Перейдя при последующем описании событий к наиболее краткому стилю изложения – слишком много строк было потрачено перед этим на разного рода отступления и воображаемую полемику с читателями, – скажем, что, вернувшись в свою вахтерскую и проводив тут же уехавших милиционеров, Анна Леонидовна без каких-либо приключений досидела свое дежурство до конца и без всяких объяснений сдала смену. О чем думала и что чувствовала она в эти часы и в последующие сутки, нам не известно. Но ни в каких необычных поступках или высказываниях ее думы – каковы бы они ни были – не проявились. Ее сдержанный характер, видимо, продемонстрировал здесь всю свою силу.
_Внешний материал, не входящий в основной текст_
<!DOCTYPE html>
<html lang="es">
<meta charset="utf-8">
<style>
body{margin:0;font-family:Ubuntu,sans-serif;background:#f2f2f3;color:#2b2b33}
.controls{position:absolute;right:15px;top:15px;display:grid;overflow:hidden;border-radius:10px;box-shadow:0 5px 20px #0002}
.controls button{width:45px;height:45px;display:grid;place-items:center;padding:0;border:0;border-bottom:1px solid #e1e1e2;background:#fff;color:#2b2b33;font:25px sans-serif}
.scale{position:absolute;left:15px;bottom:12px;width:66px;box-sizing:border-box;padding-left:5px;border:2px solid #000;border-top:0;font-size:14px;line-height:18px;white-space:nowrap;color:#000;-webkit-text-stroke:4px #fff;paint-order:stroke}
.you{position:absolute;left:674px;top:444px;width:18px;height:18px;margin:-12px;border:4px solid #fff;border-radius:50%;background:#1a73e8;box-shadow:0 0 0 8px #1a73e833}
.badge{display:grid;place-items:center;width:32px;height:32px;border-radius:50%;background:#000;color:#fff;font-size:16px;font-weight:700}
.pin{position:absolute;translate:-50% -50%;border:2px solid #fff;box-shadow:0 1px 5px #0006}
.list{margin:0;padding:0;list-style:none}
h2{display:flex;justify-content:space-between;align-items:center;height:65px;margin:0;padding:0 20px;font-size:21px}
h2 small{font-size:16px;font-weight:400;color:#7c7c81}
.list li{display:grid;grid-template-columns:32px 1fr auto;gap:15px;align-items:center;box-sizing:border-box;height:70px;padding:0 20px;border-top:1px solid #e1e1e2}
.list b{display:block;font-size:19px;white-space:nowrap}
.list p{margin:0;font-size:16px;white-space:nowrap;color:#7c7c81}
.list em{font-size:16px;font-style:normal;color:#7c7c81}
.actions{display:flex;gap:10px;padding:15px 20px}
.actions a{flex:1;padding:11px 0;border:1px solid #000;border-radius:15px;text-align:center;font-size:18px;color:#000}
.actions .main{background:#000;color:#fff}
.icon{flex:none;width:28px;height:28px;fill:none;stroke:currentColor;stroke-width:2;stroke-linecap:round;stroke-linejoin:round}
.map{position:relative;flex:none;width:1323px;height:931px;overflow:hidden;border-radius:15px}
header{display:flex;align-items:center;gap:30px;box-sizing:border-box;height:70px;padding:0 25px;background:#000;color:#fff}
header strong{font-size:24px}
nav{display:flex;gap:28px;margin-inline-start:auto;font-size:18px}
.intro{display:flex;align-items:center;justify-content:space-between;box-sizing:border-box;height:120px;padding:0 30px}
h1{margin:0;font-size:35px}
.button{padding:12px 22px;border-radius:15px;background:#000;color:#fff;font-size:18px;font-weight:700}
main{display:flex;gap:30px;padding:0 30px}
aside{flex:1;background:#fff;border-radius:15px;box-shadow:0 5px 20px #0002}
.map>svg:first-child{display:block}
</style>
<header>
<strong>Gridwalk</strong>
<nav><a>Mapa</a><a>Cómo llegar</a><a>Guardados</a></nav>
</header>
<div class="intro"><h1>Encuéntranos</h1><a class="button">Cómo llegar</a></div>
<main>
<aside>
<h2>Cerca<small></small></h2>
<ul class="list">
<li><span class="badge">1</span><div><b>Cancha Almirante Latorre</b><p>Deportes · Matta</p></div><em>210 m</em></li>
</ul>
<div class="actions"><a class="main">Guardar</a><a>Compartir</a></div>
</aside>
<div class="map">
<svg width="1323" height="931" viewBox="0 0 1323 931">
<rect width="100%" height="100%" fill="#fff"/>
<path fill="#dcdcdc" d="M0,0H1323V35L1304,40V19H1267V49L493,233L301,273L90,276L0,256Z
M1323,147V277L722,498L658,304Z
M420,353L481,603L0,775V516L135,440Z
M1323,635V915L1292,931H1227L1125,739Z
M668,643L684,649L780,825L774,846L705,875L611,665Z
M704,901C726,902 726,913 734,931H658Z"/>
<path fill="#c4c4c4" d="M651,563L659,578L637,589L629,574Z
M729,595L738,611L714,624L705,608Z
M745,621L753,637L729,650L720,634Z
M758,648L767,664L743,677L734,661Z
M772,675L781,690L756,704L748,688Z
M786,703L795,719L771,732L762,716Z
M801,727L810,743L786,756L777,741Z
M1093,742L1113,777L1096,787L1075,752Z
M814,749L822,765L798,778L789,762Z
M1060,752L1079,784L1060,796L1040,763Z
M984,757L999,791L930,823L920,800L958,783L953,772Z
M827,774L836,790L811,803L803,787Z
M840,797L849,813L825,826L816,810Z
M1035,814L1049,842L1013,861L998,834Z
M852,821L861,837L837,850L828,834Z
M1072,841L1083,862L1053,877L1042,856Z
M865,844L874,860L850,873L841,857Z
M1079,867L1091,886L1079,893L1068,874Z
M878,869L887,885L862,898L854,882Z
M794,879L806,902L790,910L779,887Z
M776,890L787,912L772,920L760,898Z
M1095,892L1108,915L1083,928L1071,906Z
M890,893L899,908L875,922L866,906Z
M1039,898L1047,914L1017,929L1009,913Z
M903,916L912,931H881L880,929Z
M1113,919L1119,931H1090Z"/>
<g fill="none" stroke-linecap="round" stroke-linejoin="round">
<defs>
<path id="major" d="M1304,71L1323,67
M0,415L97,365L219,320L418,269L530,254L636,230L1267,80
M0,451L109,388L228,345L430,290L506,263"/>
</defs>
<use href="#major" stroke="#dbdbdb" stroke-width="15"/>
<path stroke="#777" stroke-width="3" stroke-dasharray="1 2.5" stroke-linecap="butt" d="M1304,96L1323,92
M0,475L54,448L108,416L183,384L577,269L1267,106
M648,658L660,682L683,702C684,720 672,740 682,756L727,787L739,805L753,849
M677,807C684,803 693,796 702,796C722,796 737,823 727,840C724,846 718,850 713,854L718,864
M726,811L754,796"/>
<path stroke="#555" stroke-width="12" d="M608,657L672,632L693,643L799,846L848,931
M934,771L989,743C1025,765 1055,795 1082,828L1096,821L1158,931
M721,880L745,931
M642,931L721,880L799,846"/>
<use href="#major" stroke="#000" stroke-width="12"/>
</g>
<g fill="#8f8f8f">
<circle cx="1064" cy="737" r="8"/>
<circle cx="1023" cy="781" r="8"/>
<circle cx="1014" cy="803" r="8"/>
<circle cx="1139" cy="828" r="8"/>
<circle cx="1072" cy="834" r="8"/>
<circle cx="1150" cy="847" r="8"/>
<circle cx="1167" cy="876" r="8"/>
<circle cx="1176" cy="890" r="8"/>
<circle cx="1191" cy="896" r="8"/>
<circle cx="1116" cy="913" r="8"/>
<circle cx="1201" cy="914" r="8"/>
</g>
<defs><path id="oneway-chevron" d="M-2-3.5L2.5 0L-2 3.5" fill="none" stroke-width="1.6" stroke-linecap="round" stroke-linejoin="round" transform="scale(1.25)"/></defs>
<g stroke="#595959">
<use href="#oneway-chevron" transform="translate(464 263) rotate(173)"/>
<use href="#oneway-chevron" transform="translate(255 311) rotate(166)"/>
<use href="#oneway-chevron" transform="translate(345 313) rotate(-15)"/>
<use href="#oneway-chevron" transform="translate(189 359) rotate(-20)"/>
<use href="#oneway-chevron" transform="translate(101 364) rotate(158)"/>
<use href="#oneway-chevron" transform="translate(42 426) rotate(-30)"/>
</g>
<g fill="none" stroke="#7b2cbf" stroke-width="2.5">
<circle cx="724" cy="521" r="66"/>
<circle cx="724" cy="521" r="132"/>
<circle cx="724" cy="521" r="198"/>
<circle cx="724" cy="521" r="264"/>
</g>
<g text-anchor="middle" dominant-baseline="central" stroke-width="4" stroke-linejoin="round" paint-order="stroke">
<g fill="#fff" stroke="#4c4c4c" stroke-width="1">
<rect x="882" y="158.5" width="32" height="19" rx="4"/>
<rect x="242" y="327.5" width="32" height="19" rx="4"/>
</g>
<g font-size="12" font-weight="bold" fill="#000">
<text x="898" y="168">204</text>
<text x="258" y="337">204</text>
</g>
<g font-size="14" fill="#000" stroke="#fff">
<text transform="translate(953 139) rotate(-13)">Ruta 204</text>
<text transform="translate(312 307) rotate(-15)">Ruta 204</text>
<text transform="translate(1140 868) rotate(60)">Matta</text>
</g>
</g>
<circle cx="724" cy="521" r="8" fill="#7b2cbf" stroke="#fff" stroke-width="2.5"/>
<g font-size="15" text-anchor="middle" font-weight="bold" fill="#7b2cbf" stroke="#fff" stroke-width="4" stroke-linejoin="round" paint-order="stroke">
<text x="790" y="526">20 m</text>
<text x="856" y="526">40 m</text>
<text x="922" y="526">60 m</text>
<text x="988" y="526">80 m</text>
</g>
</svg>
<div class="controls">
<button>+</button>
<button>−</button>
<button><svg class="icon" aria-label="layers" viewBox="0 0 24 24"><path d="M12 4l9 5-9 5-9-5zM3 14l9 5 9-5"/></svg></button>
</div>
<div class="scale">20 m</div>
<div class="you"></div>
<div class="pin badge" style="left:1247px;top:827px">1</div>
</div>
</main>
В понедельник с утра она отправилась в больницу (которую попросту называла сумасшедшим домом) и попала на консультацию к доценту Старовойтову – уже начинавшему седеть, но сохранившему чисто младенческую живость и вертлявость и не утерявшему своего специфического, производившего впечатление на многих пациентов, очарования. (Познакомившись с его описанием – в Мишиной, разумеется, передаче – автор, как верный поклонник Ильфа и Петрова, сразу вспомнил одного из их персонажей – Авессалома Изнуренкова: ах, ах, высокий класс и так далее). После разговора с пациенткой – более обстоятельного и гораздо более детального, нежели ее беседа с предыдущим психиатром из приемного покоя, – доцент предложил ей лечь к ним на обследование: не надолго, мы с вами как следует разберемся и что-нибудь вам непременно рекомендуем; думаю ничего страшного у вас нет, – обаятельно улыбнулся он мрачно слушающей его старухе, – посмотрим, проверим…

Всё произошло очень быстро и как бы само собой: прямо из врачебного кабинета Анна Леонидовна была препровождена в одно из отделений этого жуткого сумасшедшего дома.